Issuers may also allocate the proceeds from a portfolio of outstanding European green bonds to a portfolio of taxonomy-aligned assets (portfolio approach). In that case they must prove that the total value of the green assets exceeds the total value of the outstanding green covered bonds. Most banks with green covered bonds outstanding apply a portfolio approach at this stage, but there are also banks that allocate their green bond proceeds to a dedicated loan portfolio.

The European green bond regulation provides some flexibility regarding the full taxonomy alignment requirement. Namely, issuers are allowed to allocate up to 15% of the bond proceeds to economic activities that comply with the EU taxonomy apart from the TSC (flexibility pocket). These include economic activities for which the TSC have not entered into force at the time of issuance. This doesn’t change the fact that issuers still must prove that the activities contribute substantially to at least one of the environmental objectives, DNSH to the other objectives and comply with the MS.

Moreover, capital and operating expenditures funded through a European green bond do not have to be fully taxonomy aligned yet upon issuance if there is a CapEx plan in place. This plan specifies the deadline when the expenditures should be taxonomy-aligned before the bond matures.

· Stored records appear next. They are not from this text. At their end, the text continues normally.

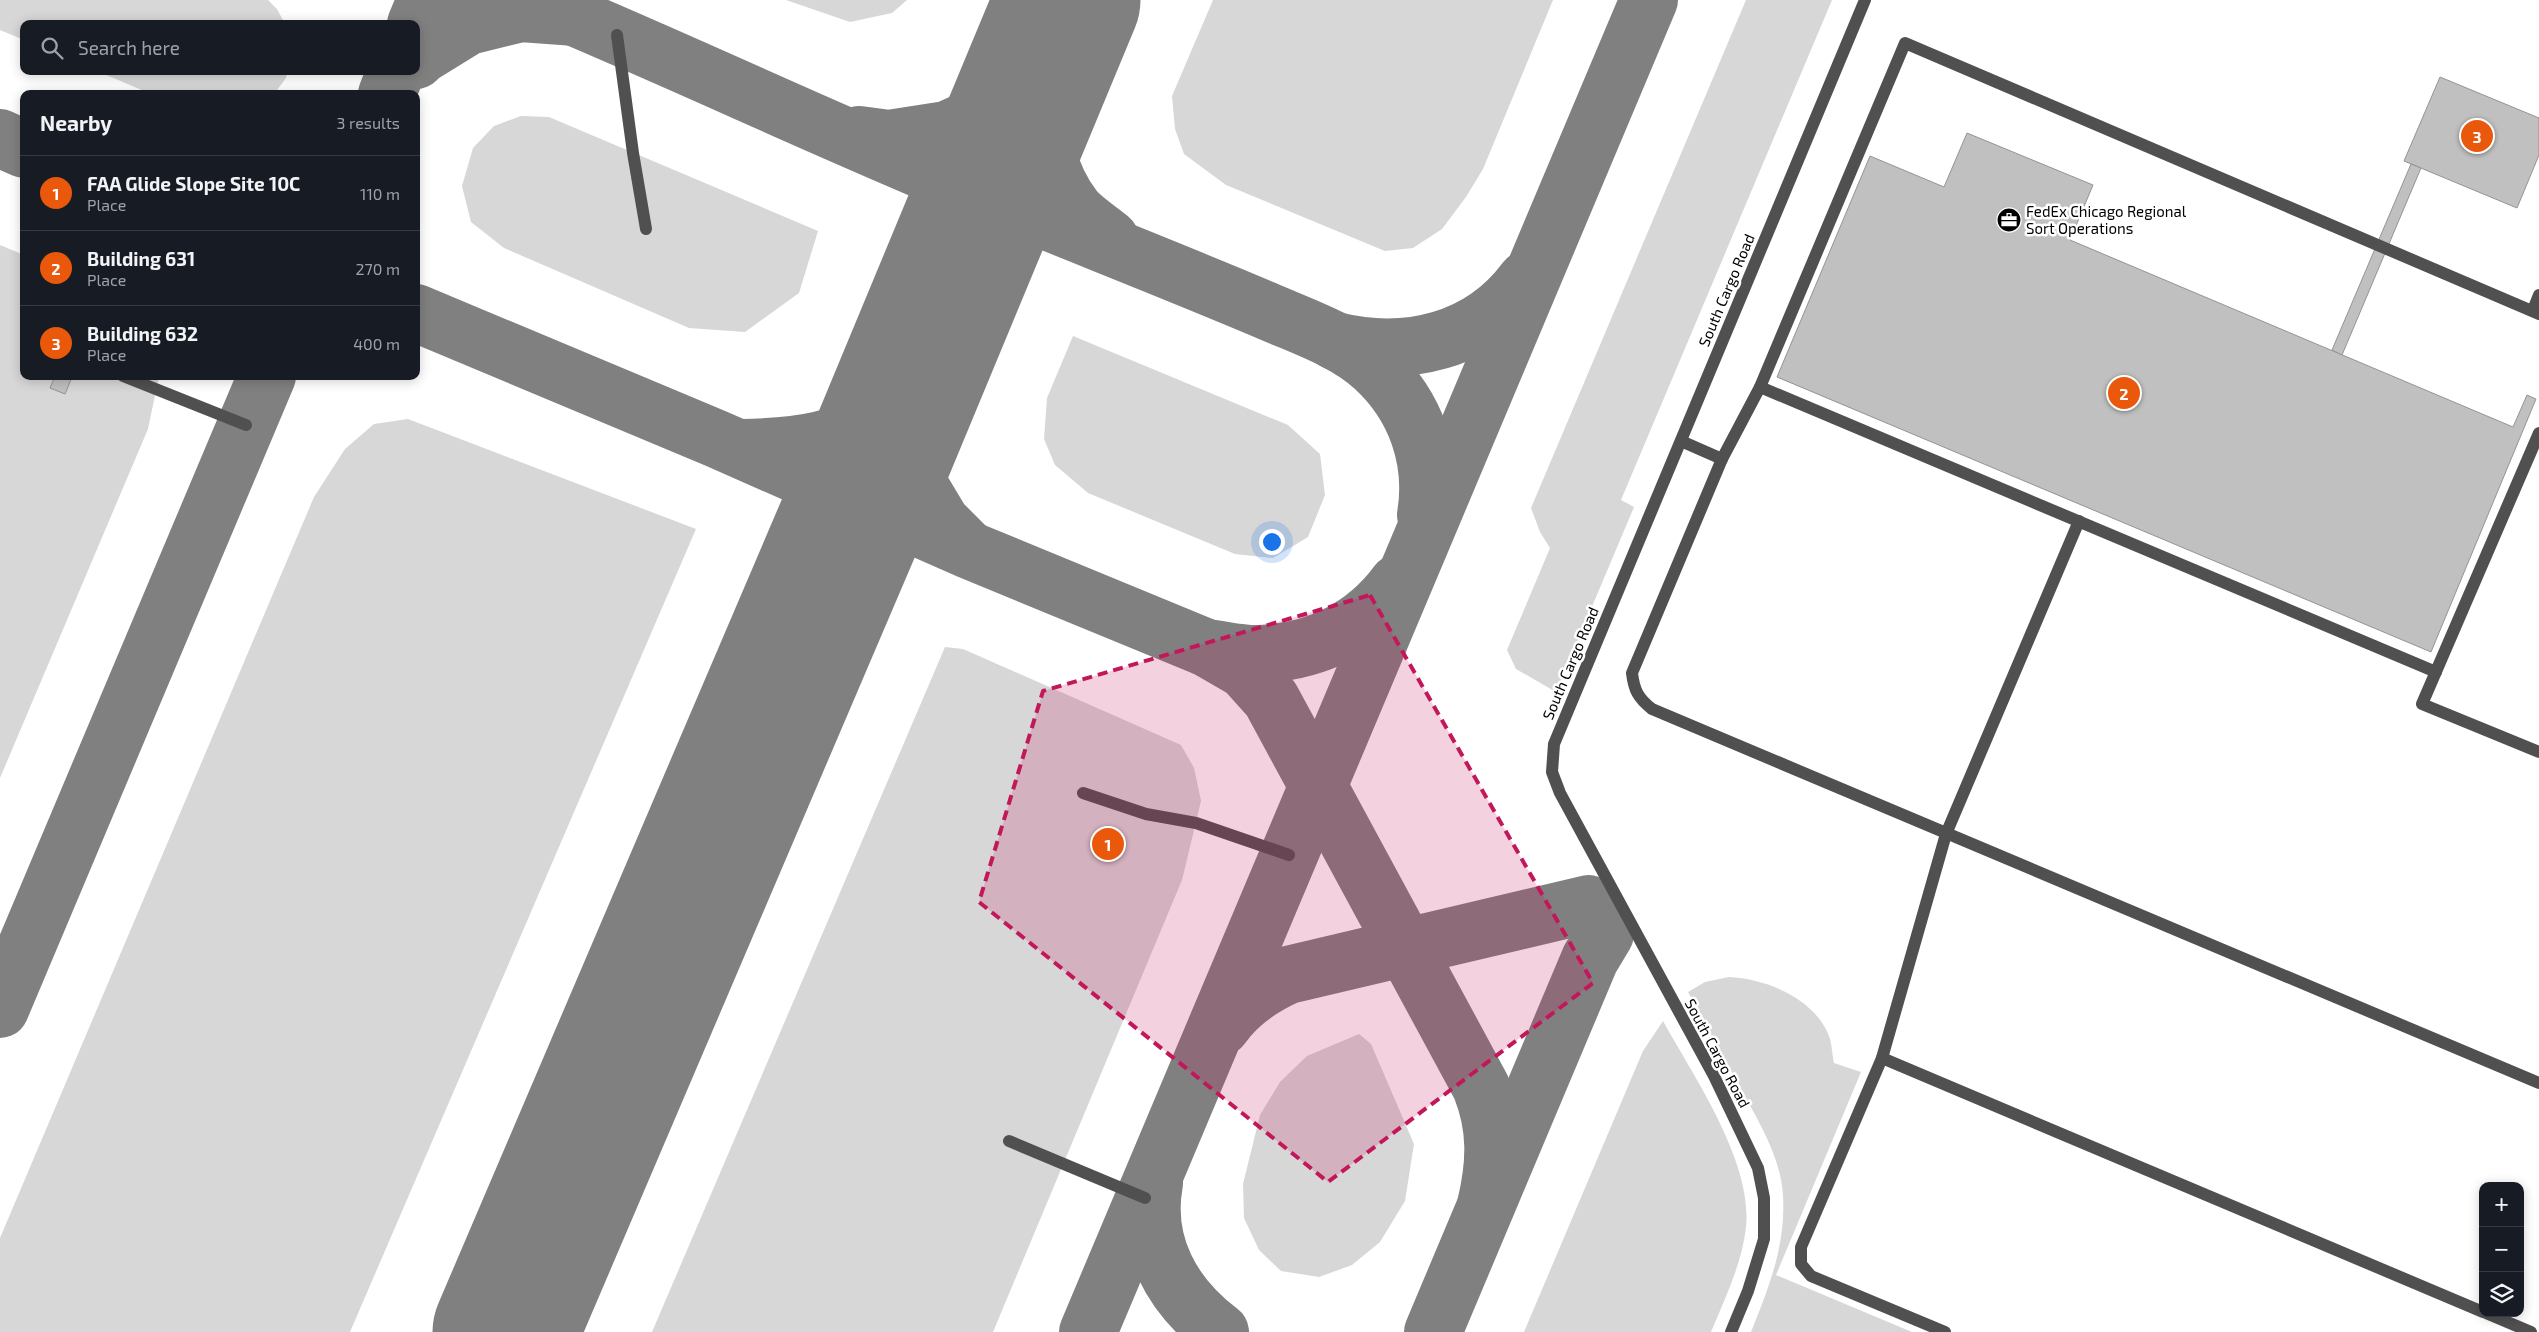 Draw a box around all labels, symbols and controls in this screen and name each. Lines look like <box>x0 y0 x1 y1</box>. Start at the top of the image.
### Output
search box <box>20 20 420 75</box>
icon: search <box>38 34 66 62</box>
text: Search here <box>78 36 180 59</box>
text: Nearby <box>40 110 112 135</box>
text: 3 results <box>337 113 400 132</box>
pin: 3 <box>2461 117 2493 155</box>
text: FAA Glide Slope Site 10C <box>87 172 300 195</box>
text: 1 <box>53 184 59 203</box>
text: 110 m <box>360 184 400 203</box>
text: Place <box>87 195 126 214</box>
place label: FedEx Chicago Regional Sort Operations <box>2026 202 2187 237</box>
office icon: FedEx Chicago Regional Sort Operations <box>1996 207 2022 233</box>
street label: South Cargo Road <box>1694 231 1758 349</box>
text: Building 631 <box>87 247 195 270</box>
text: 2 <box>51 259 61 278</box>
text: 270 m <box>356 259 400 278</box>
text: Place <box>87 270 126 289</box>
text: Building 632 <box>87 322 198 345</box>
text: 3 <box>51 334 61 353</box>
text: 400 m <box>353 334 400 353</box>
text: Place <box>87 345 126 364</box>
pin: 2 <box>2108 374 2140 412</box>
your location <box>1259 529 1285 555</box>
street label: South Cargo Road <box>1538 604 1602 722</box>
pin: 1 <box>1092 825 1124 863</box>
street label: South Cargo Road <box>1682 995 1754 1111</box>
map controls <box>2479 1182 2524 1317</box>
button: + <box>2479 1182 2524 1227</box>
button: − <box>2479 1227 2524 1272</box>
button: layers <box>2479 1272 2524 1317</box>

European green bond proceeds must always be allocated in full before the bond matures. If the TSC and DNSH provisions are amended ahead of maturity, issuers must ensure that unallocated proceeds and proceeds covered by a CapEx plan, are allocated conform the new criteria within seven years. If the proceeds are allocated via a portfolio approach, the green assets should be aligned with any of the TSC applicable during the seven years prior to the publication of the allocation report. As such, assets not meeting the amended TSC can remain part of the green portfolio for seven years at most.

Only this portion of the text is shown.